Marlena Shaw. Photo by Alan Mercer.
The title of Marlena Shaw’s debut album, “Out of Different Bags,” released in 1967 by Chess Records, proved prophetic. Throughout her long career, she’s been tagged with various stylistic bags: soul, jazz, even disco.
“I just consider myself a singer,” Shaw, 70, says by phone from Las Vegas, her home for the past 41 years.
Gospel music is the foundation of her vocal approach. She grew up singing and playing piano at Union Baptist Church in New Rochelle, New York, where her childhood friend Richard Roundtree was a also a member.
Later, during the 1970s, she recorded two gospel songs — “No Hidin’ Place” and “The Lord Giveth and the Lord Taketh Away” – on a couple of her albums. The only instrumental support to her vocals was her own pumping gospel piano.
Shaw does not play piano in her live performances, however, although she says she might if she didn’t have “fake fingernails.”
“On one of those records,” she explains, “you can hear my fingernails clicking. I told somebody, ‘I should get two monies ‘cause I’m playing piano and percussion.’”
Gospel music continues to inform Shaw’s singing. “I am very spiritual,” she says. “I know that my Redeemer lives. Everything about my music, to me anyway, is because of the gospel. A lot of people say they hear a jazz style, but I was accused of having too much jazz in me when I was playing for the church.”
From 1968 to 1973, Shaw toured with the Count Basie Orchestra. She says Basie asked her to record with the band, but that Chess, to whom she was under contract, blocked it.
“They didn’t even want me to be associated with the word ‘jazz,’ she recalls. “How shortsighted was that?”
Shaw became more firmly identified with jazz after producer George Butler (the late brother of noted Oakland pianist and composer Jacqueline Hairston) signed her to Blue Note Records in 1972. Blue Note label-mate Horace Silver advised her on how to protect her songwriting and publishing rights.

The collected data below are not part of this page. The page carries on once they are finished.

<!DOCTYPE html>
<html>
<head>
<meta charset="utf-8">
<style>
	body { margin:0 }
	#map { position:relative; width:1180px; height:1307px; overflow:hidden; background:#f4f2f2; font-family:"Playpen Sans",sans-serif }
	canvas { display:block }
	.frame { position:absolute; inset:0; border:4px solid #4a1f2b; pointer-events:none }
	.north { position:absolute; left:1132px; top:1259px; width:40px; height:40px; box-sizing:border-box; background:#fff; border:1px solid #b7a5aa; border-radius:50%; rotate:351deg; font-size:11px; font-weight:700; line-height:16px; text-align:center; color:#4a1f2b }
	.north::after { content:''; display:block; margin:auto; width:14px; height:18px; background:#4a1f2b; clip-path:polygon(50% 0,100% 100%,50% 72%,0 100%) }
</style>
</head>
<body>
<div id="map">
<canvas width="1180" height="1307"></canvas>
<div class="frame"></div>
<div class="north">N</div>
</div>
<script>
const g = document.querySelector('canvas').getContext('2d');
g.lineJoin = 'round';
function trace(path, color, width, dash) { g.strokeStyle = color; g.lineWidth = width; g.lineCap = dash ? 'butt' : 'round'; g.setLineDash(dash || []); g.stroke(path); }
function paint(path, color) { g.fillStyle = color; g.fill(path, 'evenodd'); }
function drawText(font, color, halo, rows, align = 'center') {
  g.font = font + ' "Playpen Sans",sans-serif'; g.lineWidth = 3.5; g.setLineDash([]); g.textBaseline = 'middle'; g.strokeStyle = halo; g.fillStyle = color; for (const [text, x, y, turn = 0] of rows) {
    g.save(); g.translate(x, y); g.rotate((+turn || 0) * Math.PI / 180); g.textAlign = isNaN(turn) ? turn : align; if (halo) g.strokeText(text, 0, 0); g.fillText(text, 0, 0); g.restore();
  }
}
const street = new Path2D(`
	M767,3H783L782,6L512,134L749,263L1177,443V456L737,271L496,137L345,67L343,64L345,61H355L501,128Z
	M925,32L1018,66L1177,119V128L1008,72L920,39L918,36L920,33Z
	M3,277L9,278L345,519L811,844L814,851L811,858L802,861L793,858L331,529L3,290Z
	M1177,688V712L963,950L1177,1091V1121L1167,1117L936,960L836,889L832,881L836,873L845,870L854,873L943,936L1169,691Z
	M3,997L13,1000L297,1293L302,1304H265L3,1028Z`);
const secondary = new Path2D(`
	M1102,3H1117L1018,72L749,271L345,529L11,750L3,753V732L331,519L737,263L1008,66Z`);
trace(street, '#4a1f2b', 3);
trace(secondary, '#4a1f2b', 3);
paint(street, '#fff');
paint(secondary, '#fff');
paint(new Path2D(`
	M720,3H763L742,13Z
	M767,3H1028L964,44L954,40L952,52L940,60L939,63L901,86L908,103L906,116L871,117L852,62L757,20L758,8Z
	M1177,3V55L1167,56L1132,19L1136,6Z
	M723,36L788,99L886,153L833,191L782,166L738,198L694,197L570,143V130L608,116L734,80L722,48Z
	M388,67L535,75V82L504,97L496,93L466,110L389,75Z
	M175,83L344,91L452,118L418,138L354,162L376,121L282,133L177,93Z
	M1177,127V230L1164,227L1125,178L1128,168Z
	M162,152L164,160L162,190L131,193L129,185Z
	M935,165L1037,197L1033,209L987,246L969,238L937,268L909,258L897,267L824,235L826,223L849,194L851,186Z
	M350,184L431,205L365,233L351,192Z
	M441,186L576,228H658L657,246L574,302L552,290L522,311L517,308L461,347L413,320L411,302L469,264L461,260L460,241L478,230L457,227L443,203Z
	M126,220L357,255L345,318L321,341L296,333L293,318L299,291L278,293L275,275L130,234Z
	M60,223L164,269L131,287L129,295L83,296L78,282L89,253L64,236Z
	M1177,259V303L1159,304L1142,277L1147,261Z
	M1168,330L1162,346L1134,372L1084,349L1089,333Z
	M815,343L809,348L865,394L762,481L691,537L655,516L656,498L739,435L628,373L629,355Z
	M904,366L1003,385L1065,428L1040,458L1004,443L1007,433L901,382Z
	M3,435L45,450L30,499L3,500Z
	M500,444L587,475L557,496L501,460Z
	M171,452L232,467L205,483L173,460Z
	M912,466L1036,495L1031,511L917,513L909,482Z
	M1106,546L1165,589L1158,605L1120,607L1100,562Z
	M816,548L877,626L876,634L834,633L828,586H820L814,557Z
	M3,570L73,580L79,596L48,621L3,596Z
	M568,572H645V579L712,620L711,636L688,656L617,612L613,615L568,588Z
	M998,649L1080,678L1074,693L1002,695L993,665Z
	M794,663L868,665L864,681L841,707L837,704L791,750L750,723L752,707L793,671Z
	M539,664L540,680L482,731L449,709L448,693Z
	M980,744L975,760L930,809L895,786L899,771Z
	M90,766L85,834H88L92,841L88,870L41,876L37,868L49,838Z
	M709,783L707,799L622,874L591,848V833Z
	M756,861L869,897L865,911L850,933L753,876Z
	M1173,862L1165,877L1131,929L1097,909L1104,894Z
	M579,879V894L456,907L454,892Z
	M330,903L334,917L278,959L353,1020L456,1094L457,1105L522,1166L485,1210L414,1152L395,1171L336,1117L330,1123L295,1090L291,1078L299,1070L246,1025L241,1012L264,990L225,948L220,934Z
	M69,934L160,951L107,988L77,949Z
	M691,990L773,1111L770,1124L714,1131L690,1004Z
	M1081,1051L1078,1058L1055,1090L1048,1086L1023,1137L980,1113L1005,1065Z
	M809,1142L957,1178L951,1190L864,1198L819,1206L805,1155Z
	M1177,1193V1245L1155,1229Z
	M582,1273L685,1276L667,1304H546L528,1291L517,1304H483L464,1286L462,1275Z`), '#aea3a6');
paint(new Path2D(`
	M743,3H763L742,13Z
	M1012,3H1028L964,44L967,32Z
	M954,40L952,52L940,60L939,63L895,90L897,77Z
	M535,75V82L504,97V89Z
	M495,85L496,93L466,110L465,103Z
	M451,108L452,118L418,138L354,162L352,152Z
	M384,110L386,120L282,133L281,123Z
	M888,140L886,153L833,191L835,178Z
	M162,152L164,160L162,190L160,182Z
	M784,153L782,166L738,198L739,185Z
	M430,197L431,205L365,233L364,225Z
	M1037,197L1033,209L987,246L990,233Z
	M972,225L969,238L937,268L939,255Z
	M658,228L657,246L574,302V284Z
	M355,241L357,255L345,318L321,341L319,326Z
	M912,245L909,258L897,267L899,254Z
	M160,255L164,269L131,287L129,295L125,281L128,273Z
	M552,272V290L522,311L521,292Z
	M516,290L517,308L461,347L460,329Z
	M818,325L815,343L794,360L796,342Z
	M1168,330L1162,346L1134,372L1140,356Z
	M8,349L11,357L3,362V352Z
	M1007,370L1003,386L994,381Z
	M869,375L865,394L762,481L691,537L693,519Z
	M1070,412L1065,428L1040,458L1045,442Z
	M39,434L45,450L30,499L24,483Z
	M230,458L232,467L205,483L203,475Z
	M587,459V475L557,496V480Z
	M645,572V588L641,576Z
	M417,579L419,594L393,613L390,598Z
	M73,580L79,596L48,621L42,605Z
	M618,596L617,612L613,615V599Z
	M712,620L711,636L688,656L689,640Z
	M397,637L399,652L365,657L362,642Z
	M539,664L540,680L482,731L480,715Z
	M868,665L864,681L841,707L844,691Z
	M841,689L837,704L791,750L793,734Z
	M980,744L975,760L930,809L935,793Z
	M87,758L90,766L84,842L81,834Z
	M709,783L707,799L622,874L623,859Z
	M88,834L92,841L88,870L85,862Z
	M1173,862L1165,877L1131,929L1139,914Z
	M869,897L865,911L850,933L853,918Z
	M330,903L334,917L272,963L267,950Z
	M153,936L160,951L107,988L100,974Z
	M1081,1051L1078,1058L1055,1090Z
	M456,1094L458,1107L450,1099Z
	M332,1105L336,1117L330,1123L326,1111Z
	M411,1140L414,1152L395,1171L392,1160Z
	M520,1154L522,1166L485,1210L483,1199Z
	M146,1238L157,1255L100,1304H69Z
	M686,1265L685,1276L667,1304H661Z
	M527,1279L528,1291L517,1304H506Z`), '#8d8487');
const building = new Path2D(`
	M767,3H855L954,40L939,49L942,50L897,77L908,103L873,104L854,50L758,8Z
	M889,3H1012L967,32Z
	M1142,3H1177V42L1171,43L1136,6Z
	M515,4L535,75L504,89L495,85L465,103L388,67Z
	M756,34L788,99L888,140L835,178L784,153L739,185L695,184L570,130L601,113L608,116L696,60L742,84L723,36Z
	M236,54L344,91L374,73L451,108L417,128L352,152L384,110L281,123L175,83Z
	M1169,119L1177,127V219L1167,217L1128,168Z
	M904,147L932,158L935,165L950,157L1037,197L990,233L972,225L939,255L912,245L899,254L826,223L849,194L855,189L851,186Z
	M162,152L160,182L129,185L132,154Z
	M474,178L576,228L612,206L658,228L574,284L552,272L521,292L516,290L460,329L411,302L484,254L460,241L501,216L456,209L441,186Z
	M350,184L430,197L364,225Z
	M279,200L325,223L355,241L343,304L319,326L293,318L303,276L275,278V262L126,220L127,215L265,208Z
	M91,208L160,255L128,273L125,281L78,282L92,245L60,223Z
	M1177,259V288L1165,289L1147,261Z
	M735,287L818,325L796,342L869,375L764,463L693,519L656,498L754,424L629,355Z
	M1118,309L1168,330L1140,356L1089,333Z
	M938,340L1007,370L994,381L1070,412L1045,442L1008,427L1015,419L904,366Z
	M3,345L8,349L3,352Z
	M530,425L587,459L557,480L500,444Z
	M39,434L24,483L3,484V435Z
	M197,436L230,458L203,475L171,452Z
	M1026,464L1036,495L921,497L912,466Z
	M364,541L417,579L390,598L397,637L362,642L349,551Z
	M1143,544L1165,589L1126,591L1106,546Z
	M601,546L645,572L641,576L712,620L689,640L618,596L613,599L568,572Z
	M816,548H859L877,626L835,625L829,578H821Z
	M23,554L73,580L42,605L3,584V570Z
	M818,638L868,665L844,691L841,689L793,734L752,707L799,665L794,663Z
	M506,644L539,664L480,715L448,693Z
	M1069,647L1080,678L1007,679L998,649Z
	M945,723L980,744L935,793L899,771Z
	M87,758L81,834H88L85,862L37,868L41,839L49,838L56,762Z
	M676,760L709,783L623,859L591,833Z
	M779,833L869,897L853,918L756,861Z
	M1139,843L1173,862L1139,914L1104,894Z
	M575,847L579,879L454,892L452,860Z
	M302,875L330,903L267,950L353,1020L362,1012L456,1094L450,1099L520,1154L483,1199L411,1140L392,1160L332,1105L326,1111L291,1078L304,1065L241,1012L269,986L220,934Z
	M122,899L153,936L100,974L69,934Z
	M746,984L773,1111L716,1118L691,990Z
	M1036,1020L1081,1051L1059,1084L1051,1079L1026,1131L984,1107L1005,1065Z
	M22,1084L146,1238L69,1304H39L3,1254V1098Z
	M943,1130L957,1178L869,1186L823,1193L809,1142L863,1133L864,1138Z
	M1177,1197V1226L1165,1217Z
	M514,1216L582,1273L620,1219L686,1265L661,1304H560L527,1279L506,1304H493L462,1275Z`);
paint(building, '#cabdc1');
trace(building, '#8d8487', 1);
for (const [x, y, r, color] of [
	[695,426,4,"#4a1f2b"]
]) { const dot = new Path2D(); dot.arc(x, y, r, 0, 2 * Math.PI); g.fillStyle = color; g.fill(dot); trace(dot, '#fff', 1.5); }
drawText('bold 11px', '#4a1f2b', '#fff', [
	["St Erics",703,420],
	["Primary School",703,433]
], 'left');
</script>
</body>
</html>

In recent years, Shaw was been collecting royalties for her 1969 Chess recording of the Ashford and Simpson song “California Soul,” which has been sampled by hip-hop artists including Gang Starr and DJ Shadow and used in television commercials and a video game.
Her hits over the years include a vocal rendition of Cannonball Adderley’s “Mercy, Mercy, Mercy” (Larry Williams and Johnny “Guitar” Watson had a 1concurrent hit with a version of the tune that had entirely different lyrics) and the Carole King-Gerry Goffin ballad “Go Away, Little Boy.” Shaw’s arrangement of the song, originally a hit for Steve Lawrence as “Go Away, Little Girl,” sports a saucy, humor-laced monologue that has long been a highlight of her shows.
Shaw will perform Thursday, Nov. 29, through Sunday, Dec. 2, at the Raazz Room, 222 Mason St. in San Francisco, with three of the Bay Area’s finest jazz musicians – pianist Glen Pearson, bassist Jeff Chambers and drummer Leon Joyce, Jr. – providing accompaniment.